WORK TO COMPLETE: Lines from the start of the data through the line containing "Serialize what can" must be given again exactly. Leave the others out.

**********

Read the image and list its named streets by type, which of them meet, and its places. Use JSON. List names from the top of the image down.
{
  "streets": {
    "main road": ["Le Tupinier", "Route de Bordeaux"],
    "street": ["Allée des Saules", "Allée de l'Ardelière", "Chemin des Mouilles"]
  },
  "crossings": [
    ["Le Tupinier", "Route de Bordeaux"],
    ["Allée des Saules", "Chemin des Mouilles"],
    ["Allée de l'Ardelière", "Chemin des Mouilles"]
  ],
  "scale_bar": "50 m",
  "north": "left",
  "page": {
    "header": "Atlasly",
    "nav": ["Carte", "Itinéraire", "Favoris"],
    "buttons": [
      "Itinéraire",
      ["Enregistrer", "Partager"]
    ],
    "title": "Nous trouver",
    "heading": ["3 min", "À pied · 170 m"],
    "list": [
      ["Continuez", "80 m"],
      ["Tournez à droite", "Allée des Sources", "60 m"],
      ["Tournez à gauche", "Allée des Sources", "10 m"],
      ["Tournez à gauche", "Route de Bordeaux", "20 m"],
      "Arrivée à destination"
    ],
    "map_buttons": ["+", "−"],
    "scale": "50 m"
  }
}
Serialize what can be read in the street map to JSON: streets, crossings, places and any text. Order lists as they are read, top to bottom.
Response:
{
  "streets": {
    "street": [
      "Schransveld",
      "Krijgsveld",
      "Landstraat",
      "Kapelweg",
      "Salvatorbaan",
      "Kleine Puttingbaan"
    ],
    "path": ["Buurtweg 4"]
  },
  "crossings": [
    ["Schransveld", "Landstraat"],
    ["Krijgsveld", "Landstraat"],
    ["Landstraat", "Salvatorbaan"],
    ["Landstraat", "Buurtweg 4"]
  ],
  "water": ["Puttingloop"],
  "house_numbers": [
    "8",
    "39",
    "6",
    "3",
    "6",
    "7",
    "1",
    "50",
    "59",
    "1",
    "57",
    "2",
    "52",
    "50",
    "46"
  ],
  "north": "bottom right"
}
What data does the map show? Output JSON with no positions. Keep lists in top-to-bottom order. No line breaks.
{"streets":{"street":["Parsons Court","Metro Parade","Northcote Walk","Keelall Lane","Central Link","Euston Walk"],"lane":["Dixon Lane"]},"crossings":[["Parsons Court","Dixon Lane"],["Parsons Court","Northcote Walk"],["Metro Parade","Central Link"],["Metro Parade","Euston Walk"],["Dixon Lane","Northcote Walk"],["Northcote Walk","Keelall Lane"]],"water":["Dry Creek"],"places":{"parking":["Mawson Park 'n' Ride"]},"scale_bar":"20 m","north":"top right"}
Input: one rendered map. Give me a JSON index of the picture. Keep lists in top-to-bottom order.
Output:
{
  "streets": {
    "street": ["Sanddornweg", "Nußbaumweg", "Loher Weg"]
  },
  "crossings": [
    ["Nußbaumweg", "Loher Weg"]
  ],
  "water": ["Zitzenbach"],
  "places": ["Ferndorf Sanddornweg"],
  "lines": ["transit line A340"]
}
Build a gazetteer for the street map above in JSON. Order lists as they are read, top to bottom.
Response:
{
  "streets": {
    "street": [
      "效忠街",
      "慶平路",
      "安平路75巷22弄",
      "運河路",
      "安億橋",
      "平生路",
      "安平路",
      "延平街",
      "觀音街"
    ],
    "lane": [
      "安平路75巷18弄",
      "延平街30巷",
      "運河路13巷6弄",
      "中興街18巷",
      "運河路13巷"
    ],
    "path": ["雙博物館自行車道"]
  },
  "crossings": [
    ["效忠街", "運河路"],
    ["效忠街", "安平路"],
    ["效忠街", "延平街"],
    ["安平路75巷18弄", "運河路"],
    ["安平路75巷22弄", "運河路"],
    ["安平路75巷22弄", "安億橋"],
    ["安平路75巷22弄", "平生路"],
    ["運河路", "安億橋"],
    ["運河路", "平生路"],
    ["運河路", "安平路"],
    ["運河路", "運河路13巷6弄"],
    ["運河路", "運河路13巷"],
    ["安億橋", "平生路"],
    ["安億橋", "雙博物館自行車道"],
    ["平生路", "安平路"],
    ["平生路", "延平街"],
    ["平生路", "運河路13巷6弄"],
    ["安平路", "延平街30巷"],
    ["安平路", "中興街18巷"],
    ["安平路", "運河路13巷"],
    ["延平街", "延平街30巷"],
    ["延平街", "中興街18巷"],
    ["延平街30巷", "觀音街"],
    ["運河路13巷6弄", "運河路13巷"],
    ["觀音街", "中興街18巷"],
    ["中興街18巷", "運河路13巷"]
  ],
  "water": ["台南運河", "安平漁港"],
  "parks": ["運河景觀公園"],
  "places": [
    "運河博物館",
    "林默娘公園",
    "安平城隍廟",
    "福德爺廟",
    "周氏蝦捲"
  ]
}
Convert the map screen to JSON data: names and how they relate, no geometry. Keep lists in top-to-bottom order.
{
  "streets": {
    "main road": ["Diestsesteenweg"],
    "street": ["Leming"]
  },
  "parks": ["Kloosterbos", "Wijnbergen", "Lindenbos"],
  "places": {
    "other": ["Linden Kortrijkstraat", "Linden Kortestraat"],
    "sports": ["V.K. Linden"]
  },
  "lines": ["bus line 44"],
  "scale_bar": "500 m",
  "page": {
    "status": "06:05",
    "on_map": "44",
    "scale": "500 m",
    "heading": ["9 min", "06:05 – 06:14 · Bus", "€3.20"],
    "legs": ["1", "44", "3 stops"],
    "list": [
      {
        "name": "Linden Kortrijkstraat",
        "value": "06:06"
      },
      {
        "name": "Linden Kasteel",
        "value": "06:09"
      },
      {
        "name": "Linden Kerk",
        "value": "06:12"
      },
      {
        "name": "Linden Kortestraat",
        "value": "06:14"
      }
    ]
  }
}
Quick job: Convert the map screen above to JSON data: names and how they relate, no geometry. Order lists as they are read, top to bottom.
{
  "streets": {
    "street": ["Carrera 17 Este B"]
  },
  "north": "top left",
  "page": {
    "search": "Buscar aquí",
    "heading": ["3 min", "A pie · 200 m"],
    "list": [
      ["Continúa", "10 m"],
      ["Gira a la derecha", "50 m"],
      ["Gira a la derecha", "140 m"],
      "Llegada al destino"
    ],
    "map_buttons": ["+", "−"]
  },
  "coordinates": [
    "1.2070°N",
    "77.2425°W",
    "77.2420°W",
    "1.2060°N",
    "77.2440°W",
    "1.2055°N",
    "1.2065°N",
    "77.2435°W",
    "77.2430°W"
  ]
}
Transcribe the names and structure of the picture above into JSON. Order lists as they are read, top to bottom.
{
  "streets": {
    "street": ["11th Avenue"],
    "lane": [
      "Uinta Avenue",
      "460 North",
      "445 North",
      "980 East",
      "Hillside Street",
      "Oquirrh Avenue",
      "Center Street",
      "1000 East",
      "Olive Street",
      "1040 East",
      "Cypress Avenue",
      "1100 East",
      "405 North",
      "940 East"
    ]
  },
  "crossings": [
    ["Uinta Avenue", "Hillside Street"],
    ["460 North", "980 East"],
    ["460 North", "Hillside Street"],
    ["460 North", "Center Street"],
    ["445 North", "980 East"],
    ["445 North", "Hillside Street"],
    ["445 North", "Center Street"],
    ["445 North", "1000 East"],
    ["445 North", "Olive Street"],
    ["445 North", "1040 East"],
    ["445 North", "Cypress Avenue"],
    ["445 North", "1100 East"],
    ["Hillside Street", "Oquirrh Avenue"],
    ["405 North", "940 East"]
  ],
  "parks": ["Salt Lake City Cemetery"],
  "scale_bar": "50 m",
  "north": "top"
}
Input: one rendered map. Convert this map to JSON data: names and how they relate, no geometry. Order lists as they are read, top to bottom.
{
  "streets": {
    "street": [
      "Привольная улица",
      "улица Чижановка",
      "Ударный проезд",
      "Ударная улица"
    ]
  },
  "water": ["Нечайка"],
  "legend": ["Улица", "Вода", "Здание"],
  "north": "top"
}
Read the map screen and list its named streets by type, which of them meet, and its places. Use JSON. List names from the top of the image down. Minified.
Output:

**********

EXERCISE RESPONSE:
Read the image and list its named streets by type, which of them meet, and its places. Use JSON. List names from the top of the image down.
{
  "streets": {
    "main road": ["Le Tupinier", "Route de Bordeaux"],
    "street": ["Allée des Saules", "Allée de l'Ardelière", "Chemin des Mouilles"]
  },
  "crossings": [
    ["Le Tupinier", "Route de Bordeaux"],
    ["Allée des Saules", "Chemin des Mouilles"],
    ["Allée de l'Ardelière", "Chemin des Mouilles"]
  ],
  "scale_bar": "50 m",
  "north": "left",
  "page": {
    "header": "Atlasly",
    "nav": ["Carte", "Itinéraire", "Favoris"],
    "buttons": [
      "Itinéraire",
      ["Enregistrer", "Partager"]
    ],
    "title": "Nous trouver",
    "heading": ["3 min", "À pied · 170 m"],
    "list": [
      ["Continuez", "80 m"],
      ["Tournez à droite", "Allée des Sources", "60 m"],
      ["Tournez à gauche", "Allée des Sources", "10 m"],
      ["Tournez à gauche", "Route de Bordeaux", "20 m"],
      "Arrivée à destination"
    ],
    "map_buttons": ["+", "−"],
    "scale": "50 m"
  }
}
Serialize what can be read in the street map to JSON: streets, crossings, places and any text. Order lists as they are read, top to bottom.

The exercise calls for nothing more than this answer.